**PROBLEM REQUIREMENTS:** Please give back only the lines below from the one containing "Find all text" to the one containing "Detect all labels, markers", each repeated word for word, both ends included.

(Records excerpted from a collection)
Segment Open

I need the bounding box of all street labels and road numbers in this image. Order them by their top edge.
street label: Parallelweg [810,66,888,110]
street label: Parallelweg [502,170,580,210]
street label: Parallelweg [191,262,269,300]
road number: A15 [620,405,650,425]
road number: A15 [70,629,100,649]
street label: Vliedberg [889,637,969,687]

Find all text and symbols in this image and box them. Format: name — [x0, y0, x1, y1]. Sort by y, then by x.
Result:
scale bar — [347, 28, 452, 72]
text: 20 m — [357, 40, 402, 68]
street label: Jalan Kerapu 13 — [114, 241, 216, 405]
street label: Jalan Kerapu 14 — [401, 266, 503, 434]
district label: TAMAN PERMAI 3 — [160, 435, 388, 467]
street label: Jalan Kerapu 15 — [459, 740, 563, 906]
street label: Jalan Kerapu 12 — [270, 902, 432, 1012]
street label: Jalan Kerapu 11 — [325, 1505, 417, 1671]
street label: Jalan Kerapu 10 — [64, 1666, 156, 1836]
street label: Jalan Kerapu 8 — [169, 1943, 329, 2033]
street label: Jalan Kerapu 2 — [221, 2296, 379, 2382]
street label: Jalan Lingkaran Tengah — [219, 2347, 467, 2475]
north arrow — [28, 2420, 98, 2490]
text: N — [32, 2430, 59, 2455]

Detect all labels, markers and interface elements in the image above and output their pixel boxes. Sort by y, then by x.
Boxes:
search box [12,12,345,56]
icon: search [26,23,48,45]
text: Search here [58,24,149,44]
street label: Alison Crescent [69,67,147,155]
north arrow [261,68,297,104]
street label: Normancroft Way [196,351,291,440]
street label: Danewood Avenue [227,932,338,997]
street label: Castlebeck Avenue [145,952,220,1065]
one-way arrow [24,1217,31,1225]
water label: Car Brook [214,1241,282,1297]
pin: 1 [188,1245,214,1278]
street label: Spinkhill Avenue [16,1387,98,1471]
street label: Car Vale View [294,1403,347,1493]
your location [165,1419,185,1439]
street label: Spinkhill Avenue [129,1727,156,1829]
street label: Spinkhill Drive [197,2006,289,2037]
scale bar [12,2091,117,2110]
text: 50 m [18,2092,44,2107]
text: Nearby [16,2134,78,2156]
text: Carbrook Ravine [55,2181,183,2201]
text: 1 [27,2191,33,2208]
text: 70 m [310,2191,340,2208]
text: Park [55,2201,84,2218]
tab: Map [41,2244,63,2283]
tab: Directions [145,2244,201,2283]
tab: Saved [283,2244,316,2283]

Segment Closed

**WRITTEN SOLUTION:**
Find all text and symbols in this image and box them. Format: name — [x0, y0, x1, y1]. Sort by y, then by x.
Result:
scale bar — [347, 28, 452, 72]
text: 20 m — [357, 40, 402, 68]
street label: Jalan Kerapu 13 — [114, 241, 216, 405]
street label: Jalan Kerapu 14 — [401, 266, 503, 434]
district label: TAMAN PERMAI 3 — [160, 435, 388, 467]
street label: Jalan Kerapu 15 — [459, 740, 563, 906]
street label: Jalan Kerapu 12 — [270, 902, 432, 1012]
street label: Jalan Kerapu 11 — [325, 1505, 417, 1671]
street label: Jalan Kerapu 10 — [64, 1666, 156, 1836]
street label: Jalan Kerapu 8 — [169, 1943, 329, 2033]
street label: Jalan Kerapu 2 — [221, 2296, 379, 2382]
street label: Jalan Lingkaran Tengah — [219, 2347, 467, 2475]
north arrow — [28, 2420, 98, 2490]
text: N — [32, 2430, 59, 2455]

Detect all labels, markers and interface elements in the image above and output their pixel boxes. Sort by y, then by x.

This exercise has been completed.